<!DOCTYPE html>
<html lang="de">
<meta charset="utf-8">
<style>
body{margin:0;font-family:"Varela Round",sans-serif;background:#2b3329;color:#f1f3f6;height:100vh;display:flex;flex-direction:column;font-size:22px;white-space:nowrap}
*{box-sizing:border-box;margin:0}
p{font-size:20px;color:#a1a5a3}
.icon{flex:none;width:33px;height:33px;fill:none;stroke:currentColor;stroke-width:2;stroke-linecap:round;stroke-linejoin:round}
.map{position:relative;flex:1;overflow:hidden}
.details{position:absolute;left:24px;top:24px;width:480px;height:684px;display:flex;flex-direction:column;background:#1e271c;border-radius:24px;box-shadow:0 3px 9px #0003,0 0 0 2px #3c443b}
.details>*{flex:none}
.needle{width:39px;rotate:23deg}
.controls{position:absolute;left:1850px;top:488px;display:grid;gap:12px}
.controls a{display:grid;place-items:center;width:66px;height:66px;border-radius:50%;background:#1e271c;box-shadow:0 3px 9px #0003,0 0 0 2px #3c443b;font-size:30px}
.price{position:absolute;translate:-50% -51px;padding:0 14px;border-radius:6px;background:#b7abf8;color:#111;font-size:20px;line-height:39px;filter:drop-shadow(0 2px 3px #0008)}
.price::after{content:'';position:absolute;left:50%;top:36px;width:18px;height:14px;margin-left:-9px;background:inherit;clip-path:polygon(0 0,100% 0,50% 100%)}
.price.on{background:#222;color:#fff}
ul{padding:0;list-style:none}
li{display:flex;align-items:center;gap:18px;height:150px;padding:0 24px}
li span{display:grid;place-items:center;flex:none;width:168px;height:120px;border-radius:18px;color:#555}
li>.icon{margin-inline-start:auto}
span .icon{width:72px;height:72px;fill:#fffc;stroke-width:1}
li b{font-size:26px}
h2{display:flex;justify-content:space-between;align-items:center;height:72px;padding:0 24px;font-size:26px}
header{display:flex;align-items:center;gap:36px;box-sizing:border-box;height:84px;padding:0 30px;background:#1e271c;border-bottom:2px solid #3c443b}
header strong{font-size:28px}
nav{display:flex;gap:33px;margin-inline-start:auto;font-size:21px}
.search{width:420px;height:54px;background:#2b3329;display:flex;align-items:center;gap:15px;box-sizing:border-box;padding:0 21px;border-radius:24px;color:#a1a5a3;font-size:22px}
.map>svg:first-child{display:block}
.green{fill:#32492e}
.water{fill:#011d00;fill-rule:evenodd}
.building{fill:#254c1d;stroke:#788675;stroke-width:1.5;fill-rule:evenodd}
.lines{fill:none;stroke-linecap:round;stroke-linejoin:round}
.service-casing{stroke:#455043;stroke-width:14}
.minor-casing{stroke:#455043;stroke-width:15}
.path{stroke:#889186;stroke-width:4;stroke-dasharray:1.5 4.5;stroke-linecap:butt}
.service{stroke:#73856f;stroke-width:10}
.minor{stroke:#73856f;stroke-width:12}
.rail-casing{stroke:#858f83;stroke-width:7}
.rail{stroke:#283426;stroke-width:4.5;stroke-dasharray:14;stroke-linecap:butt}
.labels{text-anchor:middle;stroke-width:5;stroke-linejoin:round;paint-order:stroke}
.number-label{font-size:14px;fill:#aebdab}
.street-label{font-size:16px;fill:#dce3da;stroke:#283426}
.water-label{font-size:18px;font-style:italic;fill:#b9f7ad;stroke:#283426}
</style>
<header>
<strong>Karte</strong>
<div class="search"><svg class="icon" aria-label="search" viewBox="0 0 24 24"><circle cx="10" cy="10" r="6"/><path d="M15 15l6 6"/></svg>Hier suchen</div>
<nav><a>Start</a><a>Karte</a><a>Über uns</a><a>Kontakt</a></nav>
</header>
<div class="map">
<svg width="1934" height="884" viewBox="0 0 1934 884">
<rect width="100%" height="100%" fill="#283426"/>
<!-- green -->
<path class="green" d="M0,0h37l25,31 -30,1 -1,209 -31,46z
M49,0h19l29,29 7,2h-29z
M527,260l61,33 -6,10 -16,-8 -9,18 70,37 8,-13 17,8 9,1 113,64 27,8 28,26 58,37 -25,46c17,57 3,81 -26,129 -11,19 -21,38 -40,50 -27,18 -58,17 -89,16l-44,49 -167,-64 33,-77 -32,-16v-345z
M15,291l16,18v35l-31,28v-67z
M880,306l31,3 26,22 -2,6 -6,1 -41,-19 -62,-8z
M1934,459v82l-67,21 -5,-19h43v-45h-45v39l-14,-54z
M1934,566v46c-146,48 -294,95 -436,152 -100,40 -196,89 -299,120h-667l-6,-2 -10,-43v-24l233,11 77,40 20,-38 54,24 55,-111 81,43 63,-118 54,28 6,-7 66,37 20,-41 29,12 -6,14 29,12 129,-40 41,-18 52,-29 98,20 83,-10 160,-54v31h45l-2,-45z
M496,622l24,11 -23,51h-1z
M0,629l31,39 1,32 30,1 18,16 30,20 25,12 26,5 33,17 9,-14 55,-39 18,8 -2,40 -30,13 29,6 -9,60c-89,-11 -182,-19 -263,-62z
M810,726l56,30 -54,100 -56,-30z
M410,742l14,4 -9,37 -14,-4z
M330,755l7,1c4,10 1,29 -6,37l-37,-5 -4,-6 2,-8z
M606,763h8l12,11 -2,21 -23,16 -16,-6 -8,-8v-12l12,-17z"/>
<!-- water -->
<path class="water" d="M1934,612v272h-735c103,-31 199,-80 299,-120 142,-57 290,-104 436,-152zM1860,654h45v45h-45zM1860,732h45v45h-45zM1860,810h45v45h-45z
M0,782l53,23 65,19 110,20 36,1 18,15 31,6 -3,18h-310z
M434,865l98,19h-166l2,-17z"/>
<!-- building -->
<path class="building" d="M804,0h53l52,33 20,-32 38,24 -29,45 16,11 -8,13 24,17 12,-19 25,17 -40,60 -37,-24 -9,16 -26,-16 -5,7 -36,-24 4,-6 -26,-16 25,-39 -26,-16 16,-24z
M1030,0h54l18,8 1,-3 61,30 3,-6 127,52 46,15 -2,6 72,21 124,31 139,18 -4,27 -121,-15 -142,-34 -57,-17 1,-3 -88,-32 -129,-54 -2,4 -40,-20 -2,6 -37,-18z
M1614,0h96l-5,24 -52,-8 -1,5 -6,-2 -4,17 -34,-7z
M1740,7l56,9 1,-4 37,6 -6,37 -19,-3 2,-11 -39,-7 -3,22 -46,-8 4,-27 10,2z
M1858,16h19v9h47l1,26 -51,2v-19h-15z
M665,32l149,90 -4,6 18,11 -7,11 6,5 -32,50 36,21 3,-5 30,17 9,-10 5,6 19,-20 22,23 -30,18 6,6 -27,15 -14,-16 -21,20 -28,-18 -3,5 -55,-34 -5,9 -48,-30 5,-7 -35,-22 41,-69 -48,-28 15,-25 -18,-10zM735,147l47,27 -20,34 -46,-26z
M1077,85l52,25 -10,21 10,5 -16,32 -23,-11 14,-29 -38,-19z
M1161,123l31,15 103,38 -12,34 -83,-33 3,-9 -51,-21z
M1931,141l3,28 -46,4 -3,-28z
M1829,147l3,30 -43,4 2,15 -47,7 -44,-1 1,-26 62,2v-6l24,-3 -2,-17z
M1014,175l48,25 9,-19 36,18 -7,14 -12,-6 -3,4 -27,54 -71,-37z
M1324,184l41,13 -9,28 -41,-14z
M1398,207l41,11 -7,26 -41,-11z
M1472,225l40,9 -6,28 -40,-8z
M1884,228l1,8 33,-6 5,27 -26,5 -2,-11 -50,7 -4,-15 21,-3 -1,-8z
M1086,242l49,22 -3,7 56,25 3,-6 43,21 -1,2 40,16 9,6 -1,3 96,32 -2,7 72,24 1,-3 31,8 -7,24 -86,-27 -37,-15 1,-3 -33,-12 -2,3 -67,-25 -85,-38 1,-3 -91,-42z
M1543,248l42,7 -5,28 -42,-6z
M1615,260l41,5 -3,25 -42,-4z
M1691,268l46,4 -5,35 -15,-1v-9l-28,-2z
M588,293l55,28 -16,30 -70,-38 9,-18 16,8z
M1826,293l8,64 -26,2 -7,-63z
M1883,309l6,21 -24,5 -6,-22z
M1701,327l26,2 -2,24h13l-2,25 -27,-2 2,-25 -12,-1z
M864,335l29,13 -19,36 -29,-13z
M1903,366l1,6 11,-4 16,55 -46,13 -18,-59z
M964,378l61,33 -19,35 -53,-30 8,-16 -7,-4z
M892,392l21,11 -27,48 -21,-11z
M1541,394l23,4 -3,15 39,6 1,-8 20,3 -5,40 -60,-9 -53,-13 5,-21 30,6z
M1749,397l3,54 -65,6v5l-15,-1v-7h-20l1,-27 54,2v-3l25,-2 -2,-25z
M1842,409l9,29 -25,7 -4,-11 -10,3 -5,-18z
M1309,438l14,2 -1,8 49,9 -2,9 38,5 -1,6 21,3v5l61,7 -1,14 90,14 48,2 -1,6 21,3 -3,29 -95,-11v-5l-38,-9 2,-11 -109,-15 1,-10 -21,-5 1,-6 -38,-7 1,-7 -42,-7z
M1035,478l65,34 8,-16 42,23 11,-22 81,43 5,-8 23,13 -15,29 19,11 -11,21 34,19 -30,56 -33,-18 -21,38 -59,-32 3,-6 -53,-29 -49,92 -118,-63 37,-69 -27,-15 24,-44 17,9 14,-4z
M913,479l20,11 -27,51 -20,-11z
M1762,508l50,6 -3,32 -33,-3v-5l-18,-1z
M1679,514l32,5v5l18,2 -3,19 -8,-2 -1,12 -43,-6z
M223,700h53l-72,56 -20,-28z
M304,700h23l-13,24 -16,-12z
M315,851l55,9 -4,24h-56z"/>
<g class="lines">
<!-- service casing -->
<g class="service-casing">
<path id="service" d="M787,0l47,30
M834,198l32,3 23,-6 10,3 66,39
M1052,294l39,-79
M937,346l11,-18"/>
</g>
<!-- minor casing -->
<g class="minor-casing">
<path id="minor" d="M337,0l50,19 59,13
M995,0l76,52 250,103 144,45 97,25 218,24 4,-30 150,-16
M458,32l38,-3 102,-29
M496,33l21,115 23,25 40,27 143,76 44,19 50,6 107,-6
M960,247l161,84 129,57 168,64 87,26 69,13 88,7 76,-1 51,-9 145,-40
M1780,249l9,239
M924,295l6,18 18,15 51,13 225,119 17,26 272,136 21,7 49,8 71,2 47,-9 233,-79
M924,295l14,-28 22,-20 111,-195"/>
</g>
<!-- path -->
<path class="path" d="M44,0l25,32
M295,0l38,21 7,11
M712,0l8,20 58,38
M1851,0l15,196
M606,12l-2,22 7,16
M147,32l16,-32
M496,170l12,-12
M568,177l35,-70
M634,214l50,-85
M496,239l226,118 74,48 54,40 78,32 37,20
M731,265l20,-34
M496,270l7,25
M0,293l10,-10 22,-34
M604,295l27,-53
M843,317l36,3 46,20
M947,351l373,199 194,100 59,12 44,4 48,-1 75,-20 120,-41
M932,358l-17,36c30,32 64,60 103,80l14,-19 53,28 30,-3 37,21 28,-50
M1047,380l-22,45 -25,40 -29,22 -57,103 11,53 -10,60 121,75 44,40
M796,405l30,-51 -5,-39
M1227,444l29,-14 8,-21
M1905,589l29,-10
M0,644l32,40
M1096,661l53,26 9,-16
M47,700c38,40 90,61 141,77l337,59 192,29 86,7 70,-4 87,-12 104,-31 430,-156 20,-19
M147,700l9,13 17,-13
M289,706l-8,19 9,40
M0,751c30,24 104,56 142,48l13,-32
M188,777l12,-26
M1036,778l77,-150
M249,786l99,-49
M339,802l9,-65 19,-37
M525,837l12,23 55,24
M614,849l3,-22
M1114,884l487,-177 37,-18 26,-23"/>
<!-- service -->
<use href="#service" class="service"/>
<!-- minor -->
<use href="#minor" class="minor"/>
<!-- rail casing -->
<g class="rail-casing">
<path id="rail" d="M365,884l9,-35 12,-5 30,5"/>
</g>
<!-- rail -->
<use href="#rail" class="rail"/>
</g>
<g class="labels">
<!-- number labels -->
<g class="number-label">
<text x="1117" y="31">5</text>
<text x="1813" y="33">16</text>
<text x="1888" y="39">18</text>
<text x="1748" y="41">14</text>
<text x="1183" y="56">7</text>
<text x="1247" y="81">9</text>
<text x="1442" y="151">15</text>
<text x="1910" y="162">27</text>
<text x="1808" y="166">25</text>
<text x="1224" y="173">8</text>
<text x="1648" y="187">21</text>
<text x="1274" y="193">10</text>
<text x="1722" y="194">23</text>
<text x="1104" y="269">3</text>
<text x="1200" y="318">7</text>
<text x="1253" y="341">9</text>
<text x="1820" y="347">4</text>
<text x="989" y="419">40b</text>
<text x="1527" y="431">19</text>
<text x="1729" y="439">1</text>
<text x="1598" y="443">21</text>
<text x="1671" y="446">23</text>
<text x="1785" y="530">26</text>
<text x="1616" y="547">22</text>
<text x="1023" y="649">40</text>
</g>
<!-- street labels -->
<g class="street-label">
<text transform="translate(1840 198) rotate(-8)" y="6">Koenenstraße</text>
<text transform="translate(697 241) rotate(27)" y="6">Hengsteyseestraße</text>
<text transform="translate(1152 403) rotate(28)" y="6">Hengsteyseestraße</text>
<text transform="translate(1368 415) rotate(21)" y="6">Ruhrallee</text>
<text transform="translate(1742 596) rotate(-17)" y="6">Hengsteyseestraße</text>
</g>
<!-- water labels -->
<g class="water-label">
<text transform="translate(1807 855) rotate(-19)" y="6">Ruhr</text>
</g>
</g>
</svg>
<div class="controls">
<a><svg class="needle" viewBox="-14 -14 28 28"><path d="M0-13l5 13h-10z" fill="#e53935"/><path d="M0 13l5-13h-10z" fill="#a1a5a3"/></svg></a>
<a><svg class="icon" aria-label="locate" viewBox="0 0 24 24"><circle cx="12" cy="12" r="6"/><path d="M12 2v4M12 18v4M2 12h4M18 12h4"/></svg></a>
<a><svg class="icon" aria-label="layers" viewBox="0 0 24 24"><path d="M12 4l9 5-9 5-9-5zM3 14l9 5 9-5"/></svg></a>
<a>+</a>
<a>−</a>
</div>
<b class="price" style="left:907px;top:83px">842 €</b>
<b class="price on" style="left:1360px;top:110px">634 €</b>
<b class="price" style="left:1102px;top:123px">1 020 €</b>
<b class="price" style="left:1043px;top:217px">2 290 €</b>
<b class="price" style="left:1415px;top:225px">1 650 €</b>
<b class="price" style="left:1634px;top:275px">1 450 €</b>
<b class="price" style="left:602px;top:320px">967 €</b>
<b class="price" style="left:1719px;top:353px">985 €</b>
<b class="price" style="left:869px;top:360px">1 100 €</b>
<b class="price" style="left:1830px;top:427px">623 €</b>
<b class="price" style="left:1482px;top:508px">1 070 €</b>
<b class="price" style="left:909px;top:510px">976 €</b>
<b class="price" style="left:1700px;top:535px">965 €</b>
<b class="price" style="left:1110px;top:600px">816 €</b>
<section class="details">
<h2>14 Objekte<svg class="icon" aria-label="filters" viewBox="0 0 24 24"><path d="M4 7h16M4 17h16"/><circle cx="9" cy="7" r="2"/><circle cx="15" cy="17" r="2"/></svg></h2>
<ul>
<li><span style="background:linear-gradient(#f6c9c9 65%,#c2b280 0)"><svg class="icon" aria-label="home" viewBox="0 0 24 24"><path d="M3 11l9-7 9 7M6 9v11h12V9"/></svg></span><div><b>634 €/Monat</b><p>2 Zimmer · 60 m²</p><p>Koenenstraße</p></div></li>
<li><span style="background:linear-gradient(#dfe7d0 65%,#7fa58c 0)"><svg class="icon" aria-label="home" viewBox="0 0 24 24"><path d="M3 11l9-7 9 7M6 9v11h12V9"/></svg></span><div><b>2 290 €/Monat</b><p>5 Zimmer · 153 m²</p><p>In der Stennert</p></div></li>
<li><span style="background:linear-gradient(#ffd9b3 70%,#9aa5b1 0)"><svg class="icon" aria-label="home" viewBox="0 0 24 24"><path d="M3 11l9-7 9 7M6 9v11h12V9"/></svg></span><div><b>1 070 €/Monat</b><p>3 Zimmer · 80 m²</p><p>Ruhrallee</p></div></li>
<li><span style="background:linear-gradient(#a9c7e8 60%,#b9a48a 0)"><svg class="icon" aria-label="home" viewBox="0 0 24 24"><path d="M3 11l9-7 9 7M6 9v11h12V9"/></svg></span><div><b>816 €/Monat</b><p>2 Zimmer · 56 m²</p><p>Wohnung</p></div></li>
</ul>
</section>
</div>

━━━━━━━━━━

In the listing above, count each line that holds the string "shadow". Give the number only.

### SOLUTION TO THIS PROBLEM
3